Most dermatologists agree that foods don't cause acne. Nevertheless, whether because of anecdotal evidence or folk wisdom, most people strongly believe that there are some acne causing foods. How do foods cause acne? And, more importantly, which foods cause acne? Is there really a link?
Those who accept that there is such a thing as acne causing foods point to food allergies as a likely culprit. This is the most widely-accepted explanation of the link between diet and acne. Considering this information, we discover that each individual's list of acne causing foods will be different based on that person's body chemistry, allergies and etc.

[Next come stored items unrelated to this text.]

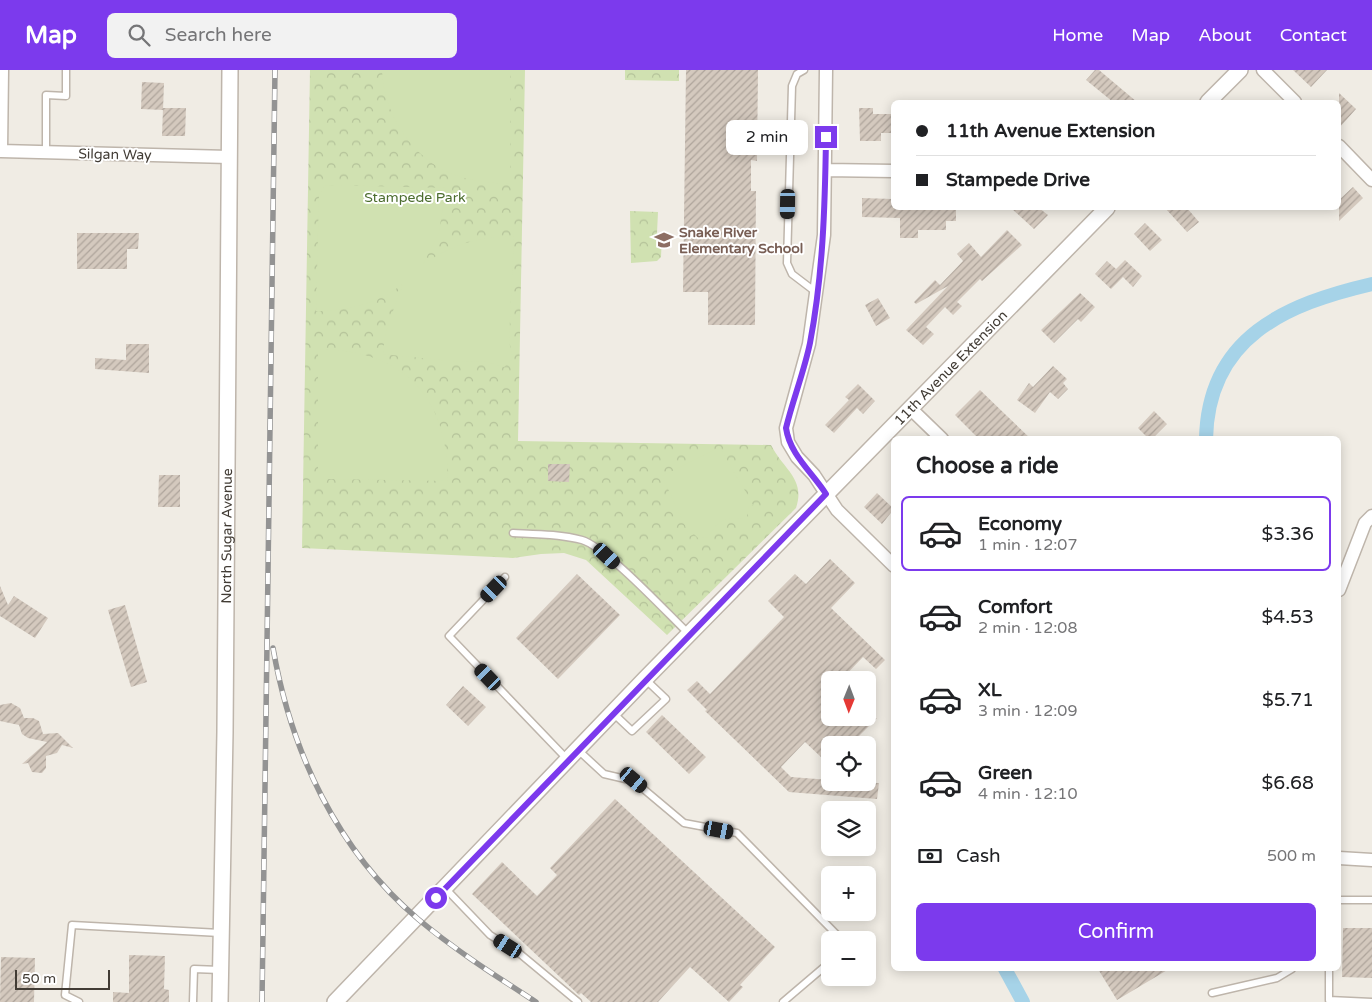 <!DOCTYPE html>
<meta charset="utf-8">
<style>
body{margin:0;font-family:"Varela Round",sans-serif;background:#f2f2f2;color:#202124;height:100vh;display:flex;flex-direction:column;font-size:19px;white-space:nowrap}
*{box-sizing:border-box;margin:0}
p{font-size:16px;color:#757577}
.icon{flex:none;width:28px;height:28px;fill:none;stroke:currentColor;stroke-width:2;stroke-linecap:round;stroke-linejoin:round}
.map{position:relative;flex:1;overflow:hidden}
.drawer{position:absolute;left:891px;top:366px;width:450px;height:535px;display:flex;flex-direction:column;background:#fff;border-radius:8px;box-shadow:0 2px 12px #0003}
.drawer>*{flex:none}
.hud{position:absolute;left:891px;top:30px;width:450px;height:110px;border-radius:8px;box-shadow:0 2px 12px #0003;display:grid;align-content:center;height:110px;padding:0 25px;background:#fff}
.needle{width:32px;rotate:181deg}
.fabs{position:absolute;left:821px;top:601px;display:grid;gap:10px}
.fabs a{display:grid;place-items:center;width:55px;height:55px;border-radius:8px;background:#fff;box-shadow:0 2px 12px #0003;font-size:25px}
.scale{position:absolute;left:15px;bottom:12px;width:95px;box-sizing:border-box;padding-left:5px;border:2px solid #423c35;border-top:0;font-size:14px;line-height:18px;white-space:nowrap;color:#423c35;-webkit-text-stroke:4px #fff;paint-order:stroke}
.end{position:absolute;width:22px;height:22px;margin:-11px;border:6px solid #7c3aed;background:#fff;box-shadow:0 0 0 2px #fff}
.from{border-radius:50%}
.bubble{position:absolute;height:35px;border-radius:8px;background:#fff;box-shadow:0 2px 12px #0003;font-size:16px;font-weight:600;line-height:35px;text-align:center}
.car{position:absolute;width:15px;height:30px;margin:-15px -8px;border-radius:6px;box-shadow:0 0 4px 1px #0007;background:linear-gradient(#222 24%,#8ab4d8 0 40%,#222 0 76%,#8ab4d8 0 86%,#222 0)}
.hud b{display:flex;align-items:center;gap:18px;height:48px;font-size:19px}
.hud b+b{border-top:1px solid #e0e0e0}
.hud i{width:12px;height:12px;background:#202124}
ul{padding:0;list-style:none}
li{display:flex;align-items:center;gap:15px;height:75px;margin:0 10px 8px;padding:0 15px;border:2px solid transparent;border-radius:8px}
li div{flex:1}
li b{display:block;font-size:19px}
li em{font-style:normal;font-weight:600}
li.active{border-color:#7c3aed}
li>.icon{width:45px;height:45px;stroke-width:1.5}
h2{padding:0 25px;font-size:22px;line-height:60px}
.pay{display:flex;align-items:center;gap:12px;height:55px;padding:0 25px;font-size:19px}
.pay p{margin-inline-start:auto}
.cta{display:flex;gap:10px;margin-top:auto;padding:10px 25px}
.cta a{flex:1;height:58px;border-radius:8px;background:#7c3aed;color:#fff;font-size:20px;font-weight:600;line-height:58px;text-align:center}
header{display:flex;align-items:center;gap:30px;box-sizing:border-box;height:70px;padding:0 25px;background:#7c3aed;color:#fff}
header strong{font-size:24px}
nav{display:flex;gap:28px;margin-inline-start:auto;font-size:18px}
.search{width:350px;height:45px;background:#f2f2f2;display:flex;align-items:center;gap:12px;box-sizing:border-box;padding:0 18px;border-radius:8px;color:#757577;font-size:19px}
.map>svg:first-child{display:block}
.forest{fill:url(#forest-crowns)}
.pitch{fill:#d0e1b1}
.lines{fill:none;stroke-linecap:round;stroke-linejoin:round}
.canal{stroke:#a6d3e8;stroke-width:14}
.building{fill:url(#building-hatch)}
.service-casing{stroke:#beb5ab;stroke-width:9}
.minor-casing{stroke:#beb5ab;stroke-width:15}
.tertiary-casing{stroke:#beb5ab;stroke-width:18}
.service{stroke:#fff;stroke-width:6}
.minor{stroke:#fff;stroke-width:12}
.tertiary{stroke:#fff;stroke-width:15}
.rail-casing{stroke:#939393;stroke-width:5.5}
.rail{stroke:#fff;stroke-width:4;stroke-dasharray:11;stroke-linecap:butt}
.route{stroke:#7c3aed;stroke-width:6}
.labels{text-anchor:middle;stroke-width:4;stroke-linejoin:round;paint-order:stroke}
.street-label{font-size:14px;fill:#423c35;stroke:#fff}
.park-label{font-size:14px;fill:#4c6d2f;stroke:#fff}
.education-label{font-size:14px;font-weight:bold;fill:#785e54;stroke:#fff;text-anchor:start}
</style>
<header>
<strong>Map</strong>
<div class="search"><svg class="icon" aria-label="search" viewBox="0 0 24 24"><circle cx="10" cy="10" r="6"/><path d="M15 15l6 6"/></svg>Search here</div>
<nav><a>Home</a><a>Map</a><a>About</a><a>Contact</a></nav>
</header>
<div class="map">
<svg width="1372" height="932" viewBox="0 0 1372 932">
<defs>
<pattern id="forest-crowns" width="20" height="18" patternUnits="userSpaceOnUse" patternTransform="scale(1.25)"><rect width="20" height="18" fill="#d0e1b1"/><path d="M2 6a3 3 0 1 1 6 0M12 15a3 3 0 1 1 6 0" fill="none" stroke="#b4c299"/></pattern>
<pattern id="building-hatch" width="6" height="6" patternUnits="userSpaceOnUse" patternTransform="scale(1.25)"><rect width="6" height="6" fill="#d4c9be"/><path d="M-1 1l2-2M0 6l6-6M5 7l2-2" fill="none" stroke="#aea49b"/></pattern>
</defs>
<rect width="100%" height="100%" fill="#f0ece4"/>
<path class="forest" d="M310,0H525L518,371L771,375C783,399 806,409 796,438L667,565L586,490L564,483L541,484L513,488L302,478Z
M625,0H679V11L625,10Z
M630,141L658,142L657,163L662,165L661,187L657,191L631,193Z"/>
<path class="pitch" d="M382,0H510V114C490,113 471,111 452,104C412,88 383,43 382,0Z
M326,115L446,118L439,162L423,194C456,173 475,168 514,166L509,271L513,289L504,297L487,292L450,291L383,284C385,256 394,240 403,214C376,234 349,241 316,241L319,124Z
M318,279C403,280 448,325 448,411L325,409L318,401Z
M720,377C730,398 742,414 753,435L749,437L747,447C741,451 738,447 732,448C718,449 714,458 708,467L698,468L694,464L690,466L662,406Z"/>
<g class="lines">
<path class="canal" d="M1206,369C1208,267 1286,234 1372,214
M1005,899L1023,932"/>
</g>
<path class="building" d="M686,0H758L757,91L751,90V121H756L755,255H708V222H683Z
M1095,0H1099L1137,32H1113L1086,10Z
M1293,0H1327L1311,17Z
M142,12L164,13L163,40L141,39Z
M1339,23L1356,39L1339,58Z
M163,38H186L185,66H162Z
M859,38H873V44H894V63H881V71H860Z
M1353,117L1363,128L1339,151V130Z
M862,128L893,129V138H956V151H946V160H918V168H900V148L862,147Z
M1011,138H1039L1048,145L1034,159Z
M1165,138H1187L1199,152L1187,162Z
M1145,153L1162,170L1150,181L1134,164Z
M1007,160L1022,175L982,211L980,209L957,232L962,236L953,245L945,237L926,257L934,264L923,275L906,260L948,216L916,234L914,232L935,210L940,215L963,191L957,184L969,173L981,187Z
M77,163H139L138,179H127V199H77Z
M1125,190L1142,206L1133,217L1123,207L1111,219L1095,204L1107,191L1116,199Z
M1080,223L1095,237L1081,252L1078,249L1054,273L1041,260Z
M878,228L890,248L876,256L865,235Z
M126,274H149V303L95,299V288L126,290Z
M1053,296L1067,309L1063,313L1068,319L1058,329L1050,322L1035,343L1017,330L1029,313L1033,317Z
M858,314L875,331L863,344L857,338L834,363L825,355L849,330L845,327Z
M980,320L1007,346L1031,369H979L955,345Z
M1154,341L1167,354L1152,369H1149L1138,358Z
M548,394H570L569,412L548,411Z
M159,405H180V437H158Z
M877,423L894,439L882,454L864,437Z
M830,489L855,513L831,538L885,590L876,599L863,587L841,610H830V648H877L856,669L863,675H830V679L822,688L805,672L781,697L791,707L830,710V712L879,713L877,729L789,722L705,641L707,640L687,620L697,611L710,624L784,547L768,531L795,504L806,514Z
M577,504L620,545L558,609L516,568Z
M0,516L8,535L14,526L48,548L35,568L0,546Z
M125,535L147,612L131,617L108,540Z
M463,616L486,637L468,656L446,635Z
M11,633L20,638L24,648H33L39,651L43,664L58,663L73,678L62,675L57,683L46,686V698L42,703L32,702L28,693L22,694L47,672L28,668L22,664L19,655L0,651V635Z
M662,645L706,687L689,704L646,662Z
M615,729L775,877L740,915L743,917L729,932L690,897L658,932H591L581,923L579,925L472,824L502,792L537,826L557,805L550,798Z
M1343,858H1372V908L1342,907Z
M129,885L165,886L164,919L169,920V932H113V922L129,923Z
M1,887L35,888L34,932H0Z
M1098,899H1169L1117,930Z"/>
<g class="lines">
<g class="service-casing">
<path id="service" d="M804,0L797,4L792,16L787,193L792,204L817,223
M46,82V25L66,26V0
M513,463C535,464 560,464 582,470C606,477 668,544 689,564
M505,507L449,566L567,689
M613,643L632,661L666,629L645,609
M578,680L604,704L634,711L684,753L737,763L842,870
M445,818L490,865L519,883L578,932
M1339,830H1372
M1329,899V930L1372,932
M1212,923L1277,908L1292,899
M79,932L65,925L72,855L220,863
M193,932L194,899L220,900
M783,932L830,892"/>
</g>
<g class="minor-casing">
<path id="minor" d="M2,0L1,81L229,87
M826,0L824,165L809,274L786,358L788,372L797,387L814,405L837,440L894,496
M1263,0L1295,32
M1339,76L1372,110
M825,100L894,101
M911,339L942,369
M1339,520L1365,453L1372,446
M1339,788L1372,790"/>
</g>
<g class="tertiary-casing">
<g id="tertiary">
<path d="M1208,32L1240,0"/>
<path id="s1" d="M220,932L225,662L230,0"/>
<path id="s2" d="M335,932L645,609L1107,138"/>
</g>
</g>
<use href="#service" class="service"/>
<use href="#minor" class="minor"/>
<use href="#tertiary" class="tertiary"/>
<g class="rail-casing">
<path id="rail" d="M273,578C291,682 337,780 418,849C455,880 496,906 536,932
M262,932L275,0"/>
</g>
<use href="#rail" class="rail"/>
</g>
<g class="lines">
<path class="route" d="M436,828L826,424C812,402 790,385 786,358C793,329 804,302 810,273C823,205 825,136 826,67"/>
</g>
<defs>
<g id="school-bare" transform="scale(1.5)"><path d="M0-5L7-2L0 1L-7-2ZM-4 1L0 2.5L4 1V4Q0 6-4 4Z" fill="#8d6e63" stroke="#fff" stroke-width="2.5" paint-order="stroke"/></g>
</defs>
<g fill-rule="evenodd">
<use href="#school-bare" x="664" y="170"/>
</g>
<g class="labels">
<g class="street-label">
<text transform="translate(115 84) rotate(1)" y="5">Silgan Way</text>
<text dy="5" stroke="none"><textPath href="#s2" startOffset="884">11th Avenue Extension</textPath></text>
<text dy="5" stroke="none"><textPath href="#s1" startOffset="466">North Sugar Avenue</textPath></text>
</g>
<g class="park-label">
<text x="415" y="132">Stampede Park</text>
</g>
<g class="education-label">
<text x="679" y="167">Snake River<tspan x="679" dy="16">Elementary School</tspan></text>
</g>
</g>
</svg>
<div class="fabs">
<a><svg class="needle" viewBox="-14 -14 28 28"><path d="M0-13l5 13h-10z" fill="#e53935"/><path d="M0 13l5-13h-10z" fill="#757577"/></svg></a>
<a><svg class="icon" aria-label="locate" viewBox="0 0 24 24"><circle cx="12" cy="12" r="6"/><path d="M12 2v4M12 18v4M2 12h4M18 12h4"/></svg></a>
<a><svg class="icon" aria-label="layers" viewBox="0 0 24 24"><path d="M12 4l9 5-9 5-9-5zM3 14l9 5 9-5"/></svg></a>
<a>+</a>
<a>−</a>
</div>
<div class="scale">50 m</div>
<i class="end from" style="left:436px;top:828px"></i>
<i class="end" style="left:826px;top:67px"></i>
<div class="bubble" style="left:726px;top:50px;width:82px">2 min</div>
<i class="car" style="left:788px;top:134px;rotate:181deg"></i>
<i class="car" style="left:607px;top:486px;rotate:133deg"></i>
<i class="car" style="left:494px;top:519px;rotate:224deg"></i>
<i class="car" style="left:488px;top:607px;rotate:316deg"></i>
<i class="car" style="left:634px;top:710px;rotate:130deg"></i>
<i class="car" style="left:719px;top:760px;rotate:101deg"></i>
<i class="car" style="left:508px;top:876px;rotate:303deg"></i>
<div class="hud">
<b><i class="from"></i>11th Avenue Extension</b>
<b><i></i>Stampede Drive</b>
</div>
<section class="drawer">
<h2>Choose a ride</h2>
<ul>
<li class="active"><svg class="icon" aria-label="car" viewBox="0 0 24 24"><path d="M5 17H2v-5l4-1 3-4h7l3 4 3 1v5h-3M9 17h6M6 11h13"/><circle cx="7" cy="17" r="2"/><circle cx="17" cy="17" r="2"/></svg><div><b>Economy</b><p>1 min · 12:07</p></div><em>$3.36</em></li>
<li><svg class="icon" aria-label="car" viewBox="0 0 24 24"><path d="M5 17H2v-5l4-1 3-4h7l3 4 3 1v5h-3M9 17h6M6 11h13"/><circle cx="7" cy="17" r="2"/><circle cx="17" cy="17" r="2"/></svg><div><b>Comfort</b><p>2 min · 12:08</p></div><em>$4.53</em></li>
<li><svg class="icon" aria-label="car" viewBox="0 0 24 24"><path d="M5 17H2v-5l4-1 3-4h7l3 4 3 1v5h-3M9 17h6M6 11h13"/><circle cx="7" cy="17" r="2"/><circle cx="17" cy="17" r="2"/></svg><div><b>XL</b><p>3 min · 12:09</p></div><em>$5.71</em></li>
<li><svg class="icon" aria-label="car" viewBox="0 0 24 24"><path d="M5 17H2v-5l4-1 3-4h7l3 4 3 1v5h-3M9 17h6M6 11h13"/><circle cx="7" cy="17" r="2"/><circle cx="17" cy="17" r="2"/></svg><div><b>Green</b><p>4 min · 12:10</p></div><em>$6.68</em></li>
</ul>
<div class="pay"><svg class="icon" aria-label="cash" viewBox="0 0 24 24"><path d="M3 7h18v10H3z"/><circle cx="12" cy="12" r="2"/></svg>Cash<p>500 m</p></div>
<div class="cta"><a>Confirm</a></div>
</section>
</div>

Keeping a food journal is the best way to document and learn the links between food and acne for you.
Following is a list of the most frequently cited as acne causing foods:
Note that most of these items are also common allergens for many people, reinforcing the idea of a link between foods and acne.
There have been some reports that low carb diets can help reduce and even eliminate acne among adults. The explanation is that insulin spikes, caused by consuming simple carbohydrates, are somehow responsible at least in part for acne outbreaks.
But again, this link has neither been studied nor documented by researchers.
Dermatologists who don't believe in the link between diet and acne point to superstition as the origin of the idea that foods and acne are related. Most people believe that greasy, oily or high-fat foods (especially pizza) are responsible for acne outbreaks. This is very similar to the idea termed "sympathetic magic" by anthropologists. Sympathetic magic dictates that "like causes like," so if you eat pizza your face will look like a pizza.
Until further research has proven a link between acne and food, this debate will continue.